Llm Data Leakage in Actix with Cockroachdb
Llm Data Leakage in Actix with Cockroachdb — how this specific combination creates or exposes the vulnerability
When an Actix web service uses CockroachDB as its primary data store and exposes endpoints that interact with language model (LLM) features, there is potential for LLM data leakage if runtime responses or database operations inadvertently surface sensitive information. middleBrick’s LLM/AI Security checks specifically test for system prompt leakage, injection attempts, and output exposure, which is relevant when Actix handlers pass database content into LLM prompts or stream database-driven context to models.
In this combination, risk arises when application code constructs prompts or messages using rows fetched from CockroachDB without sanitizing or controlling what data reaches the LLM. For example, if a handler queries tenant-specific records and embeds those records directly into a prompt, confidential or regulated data could appear in LLM outputs, which middleBrick’s output scanning would detect as PII or API key exposure. Another scenario occurs when error messages from CockroachDB are forwarded to an LLM endpoint; these messages may contain schema details or table names useful to an attacker and could trigger system prompt leakage patterns that middleBrick detects using its 27 regex patterns tailored for ChatML, Llama 2, Mistral, and Alpaca formats.

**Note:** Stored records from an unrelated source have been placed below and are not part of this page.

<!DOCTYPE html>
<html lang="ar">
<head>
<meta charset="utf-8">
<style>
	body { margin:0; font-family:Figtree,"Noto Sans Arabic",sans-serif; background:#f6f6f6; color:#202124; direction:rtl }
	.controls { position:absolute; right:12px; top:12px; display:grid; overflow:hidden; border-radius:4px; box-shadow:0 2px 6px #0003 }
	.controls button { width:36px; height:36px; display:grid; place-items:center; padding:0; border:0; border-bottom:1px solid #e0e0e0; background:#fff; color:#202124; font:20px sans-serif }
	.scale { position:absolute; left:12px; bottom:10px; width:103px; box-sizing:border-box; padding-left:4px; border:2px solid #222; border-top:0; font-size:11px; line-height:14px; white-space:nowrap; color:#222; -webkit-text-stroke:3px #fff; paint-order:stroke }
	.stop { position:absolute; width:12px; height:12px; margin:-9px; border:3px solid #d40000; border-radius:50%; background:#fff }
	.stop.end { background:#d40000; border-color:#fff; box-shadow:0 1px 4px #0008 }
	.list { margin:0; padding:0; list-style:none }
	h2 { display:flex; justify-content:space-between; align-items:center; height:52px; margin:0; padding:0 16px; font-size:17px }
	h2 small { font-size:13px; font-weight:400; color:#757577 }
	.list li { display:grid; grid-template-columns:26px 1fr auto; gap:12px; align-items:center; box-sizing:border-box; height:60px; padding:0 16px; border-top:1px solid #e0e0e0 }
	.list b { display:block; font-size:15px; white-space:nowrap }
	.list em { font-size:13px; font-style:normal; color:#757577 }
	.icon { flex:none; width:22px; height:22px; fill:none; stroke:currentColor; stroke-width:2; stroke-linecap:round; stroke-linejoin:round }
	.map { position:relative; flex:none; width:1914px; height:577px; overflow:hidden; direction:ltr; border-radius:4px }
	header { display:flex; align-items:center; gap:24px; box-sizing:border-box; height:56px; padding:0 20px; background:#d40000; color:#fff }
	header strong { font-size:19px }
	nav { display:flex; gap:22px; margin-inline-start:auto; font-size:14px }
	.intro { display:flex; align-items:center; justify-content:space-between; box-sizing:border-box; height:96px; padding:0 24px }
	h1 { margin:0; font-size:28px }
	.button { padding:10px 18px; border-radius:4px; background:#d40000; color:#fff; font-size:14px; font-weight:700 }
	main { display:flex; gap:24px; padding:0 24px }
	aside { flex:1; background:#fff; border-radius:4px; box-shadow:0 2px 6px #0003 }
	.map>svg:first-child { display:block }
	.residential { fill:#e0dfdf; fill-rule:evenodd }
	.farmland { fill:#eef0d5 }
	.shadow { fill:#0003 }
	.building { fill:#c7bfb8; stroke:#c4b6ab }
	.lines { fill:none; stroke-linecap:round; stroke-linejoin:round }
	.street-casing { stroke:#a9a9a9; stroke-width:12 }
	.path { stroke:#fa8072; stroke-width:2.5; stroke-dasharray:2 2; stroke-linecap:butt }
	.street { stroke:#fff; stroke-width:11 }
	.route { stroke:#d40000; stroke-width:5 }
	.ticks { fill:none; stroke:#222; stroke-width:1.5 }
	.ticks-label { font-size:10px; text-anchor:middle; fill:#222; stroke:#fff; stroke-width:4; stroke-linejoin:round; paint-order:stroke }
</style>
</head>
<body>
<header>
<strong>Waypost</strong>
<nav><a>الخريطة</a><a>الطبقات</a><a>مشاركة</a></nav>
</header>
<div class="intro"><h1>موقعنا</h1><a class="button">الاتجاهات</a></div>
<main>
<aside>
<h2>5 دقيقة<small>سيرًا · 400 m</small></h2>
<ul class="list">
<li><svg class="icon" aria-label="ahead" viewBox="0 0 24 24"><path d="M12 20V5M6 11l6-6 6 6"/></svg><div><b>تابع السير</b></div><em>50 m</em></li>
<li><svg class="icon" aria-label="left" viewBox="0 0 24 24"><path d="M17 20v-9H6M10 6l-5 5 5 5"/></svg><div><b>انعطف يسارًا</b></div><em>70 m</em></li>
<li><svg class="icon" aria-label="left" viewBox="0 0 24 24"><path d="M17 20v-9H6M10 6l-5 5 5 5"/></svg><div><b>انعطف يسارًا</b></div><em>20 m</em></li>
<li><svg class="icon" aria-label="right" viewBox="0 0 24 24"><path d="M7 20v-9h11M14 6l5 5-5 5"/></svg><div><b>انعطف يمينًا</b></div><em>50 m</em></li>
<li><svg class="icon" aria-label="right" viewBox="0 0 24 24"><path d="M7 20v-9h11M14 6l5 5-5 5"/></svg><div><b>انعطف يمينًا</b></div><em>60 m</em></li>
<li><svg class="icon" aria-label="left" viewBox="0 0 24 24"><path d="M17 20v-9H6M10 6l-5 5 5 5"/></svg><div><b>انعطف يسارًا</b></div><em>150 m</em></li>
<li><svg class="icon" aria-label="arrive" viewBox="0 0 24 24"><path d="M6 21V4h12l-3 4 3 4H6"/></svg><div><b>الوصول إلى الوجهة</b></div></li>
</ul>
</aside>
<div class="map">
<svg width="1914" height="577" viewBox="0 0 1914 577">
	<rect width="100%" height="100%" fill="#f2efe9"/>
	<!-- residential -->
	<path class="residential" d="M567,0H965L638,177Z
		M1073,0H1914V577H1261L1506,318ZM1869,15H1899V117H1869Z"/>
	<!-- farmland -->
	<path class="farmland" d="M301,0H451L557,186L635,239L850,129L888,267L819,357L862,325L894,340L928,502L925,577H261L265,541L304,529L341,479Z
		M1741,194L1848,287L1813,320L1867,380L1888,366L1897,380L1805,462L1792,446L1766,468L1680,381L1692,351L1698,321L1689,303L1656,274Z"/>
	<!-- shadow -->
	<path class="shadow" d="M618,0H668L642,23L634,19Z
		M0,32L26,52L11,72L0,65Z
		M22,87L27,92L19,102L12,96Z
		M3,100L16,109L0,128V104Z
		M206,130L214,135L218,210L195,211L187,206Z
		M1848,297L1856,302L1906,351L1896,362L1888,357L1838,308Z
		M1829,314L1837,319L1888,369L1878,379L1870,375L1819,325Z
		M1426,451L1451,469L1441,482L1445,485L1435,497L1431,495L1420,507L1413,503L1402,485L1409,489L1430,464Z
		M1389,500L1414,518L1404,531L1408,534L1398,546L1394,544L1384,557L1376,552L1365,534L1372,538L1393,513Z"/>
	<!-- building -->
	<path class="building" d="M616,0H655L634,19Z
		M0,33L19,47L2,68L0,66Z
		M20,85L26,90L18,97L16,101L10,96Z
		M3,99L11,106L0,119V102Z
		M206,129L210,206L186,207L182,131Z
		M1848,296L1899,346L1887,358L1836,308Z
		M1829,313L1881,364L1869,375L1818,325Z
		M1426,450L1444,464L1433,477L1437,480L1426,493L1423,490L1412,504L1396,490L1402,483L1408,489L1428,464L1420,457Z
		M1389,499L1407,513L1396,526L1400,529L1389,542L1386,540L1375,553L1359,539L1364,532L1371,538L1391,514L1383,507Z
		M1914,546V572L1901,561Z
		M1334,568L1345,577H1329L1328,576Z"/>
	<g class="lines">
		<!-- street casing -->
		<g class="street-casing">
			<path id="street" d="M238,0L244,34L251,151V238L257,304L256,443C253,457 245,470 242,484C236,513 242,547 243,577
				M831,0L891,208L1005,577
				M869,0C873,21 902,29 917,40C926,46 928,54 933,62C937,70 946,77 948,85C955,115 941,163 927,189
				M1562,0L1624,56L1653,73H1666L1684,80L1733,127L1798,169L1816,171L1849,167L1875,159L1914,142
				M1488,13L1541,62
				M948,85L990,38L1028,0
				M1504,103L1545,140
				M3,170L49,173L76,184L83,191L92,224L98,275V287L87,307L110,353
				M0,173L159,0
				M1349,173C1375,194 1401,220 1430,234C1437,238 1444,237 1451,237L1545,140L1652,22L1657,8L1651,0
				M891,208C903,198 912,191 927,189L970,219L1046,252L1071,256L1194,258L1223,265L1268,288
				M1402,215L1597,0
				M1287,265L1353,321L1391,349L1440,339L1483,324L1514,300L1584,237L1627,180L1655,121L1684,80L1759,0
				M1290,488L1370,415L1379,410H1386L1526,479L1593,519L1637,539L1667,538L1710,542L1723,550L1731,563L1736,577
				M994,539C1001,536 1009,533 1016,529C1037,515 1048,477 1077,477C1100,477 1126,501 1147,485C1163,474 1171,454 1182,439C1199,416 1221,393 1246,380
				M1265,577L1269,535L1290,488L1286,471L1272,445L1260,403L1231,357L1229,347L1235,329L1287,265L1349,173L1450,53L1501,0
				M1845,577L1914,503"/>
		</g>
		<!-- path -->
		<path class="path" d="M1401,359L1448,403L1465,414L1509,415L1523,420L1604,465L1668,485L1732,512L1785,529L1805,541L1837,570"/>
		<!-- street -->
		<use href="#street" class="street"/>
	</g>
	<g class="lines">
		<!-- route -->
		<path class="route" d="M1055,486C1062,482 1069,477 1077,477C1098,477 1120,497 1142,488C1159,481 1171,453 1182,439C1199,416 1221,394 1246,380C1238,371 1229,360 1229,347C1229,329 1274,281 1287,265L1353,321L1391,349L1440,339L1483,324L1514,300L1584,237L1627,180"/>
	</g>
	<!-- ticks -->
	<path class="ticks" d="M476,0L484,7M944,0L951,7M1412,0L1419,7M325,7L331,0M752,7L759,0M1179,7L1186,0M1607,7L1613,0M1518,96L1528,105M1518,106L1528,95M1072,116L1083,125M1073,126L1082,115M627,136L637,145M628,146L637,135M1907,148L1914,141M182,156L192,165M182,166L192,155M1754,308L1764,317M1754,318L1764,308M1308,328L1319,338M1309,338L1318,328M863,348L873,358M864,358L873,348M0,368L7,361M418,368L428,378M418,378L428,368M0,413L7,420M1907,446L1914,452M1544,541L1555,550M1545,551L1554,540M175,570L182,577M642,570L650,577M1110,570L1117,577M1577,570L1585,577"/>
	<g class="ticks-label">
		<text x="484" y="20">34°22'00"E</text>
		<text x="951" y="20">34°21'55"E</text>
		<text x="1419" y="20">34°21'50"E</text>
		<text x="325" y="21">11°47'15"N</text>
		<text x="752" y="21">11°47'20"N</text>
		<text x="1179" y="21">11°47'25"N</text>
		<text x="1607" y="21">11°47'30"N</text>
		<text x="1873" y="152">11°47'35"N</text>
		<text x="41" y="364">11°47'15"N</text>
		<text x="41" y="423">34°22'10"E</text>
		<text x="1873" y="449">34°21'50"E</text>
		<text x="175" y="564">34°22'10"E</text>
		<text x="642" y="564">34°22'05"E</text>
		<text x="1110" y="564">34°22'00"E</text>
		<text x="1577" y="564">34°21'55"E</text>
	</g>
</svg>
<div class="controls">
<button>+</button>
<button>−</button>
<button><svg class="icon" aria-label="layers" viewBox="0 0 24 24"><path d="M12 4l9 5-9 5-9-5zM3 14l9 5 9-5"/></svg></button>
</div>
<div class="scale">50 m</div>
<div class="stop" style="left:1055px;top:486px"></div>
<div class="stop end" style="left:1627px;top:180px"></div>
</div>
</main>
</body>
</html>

Additionally, if the Actix service calls an unauthenticated LLM endpoint and passes database-derived content, middleBrick’s unauthenticated LLM endpoint detection can flag the exposure path. Because CockroachDB often stores multi-tenant data, improper authorization checks (BOLA/IDOR) combined with LLM prompts can lead to cross-tenant data exposure through model outputs. middleBrick tests for BOLA/IDOR in parallel with LLM security probes to highlight scenarios where a user can manipulate identifiers to retrieve or influence LLM context that should be isolated per tenant.
An illustrative risk pattern in Actix is constructing a chat completion request by concatenating user input with a row containing sensitive metadata, then forwarding the combined string to an LLM without validating or redacting. middleBrick’s LLM output scanning would search for API keys, PII, or executable code in the model’s response, and its Excessive Agency detection would inspect whether tool_calls or function_call patterns in the application allow overly broad data access. Since this scanner runs black-box against the unauthenticated attack surface, it can identify these leakage channels without needing credentials, emphasizing the importance of reviewing how CockroachDB rows are incorporated into LLM workflows.
Compliance mapping is relevant here as well: findings related to LLM data leakage in Actix with CockroachDB can map to OWASP API Top 10, GDPR, and SOC2 controls around data exposure and confidentiality. By using middleBrick’s Pro plan continuous monitoring, teams can configure scans on a schedule to detect regressions in how database content reaches LLMs, and the GitHub Action can fail builds if risk scores degrade due to new prompt-injection or leakage paths introduced in code changes affecting CockroachDB queries or LLM integrations.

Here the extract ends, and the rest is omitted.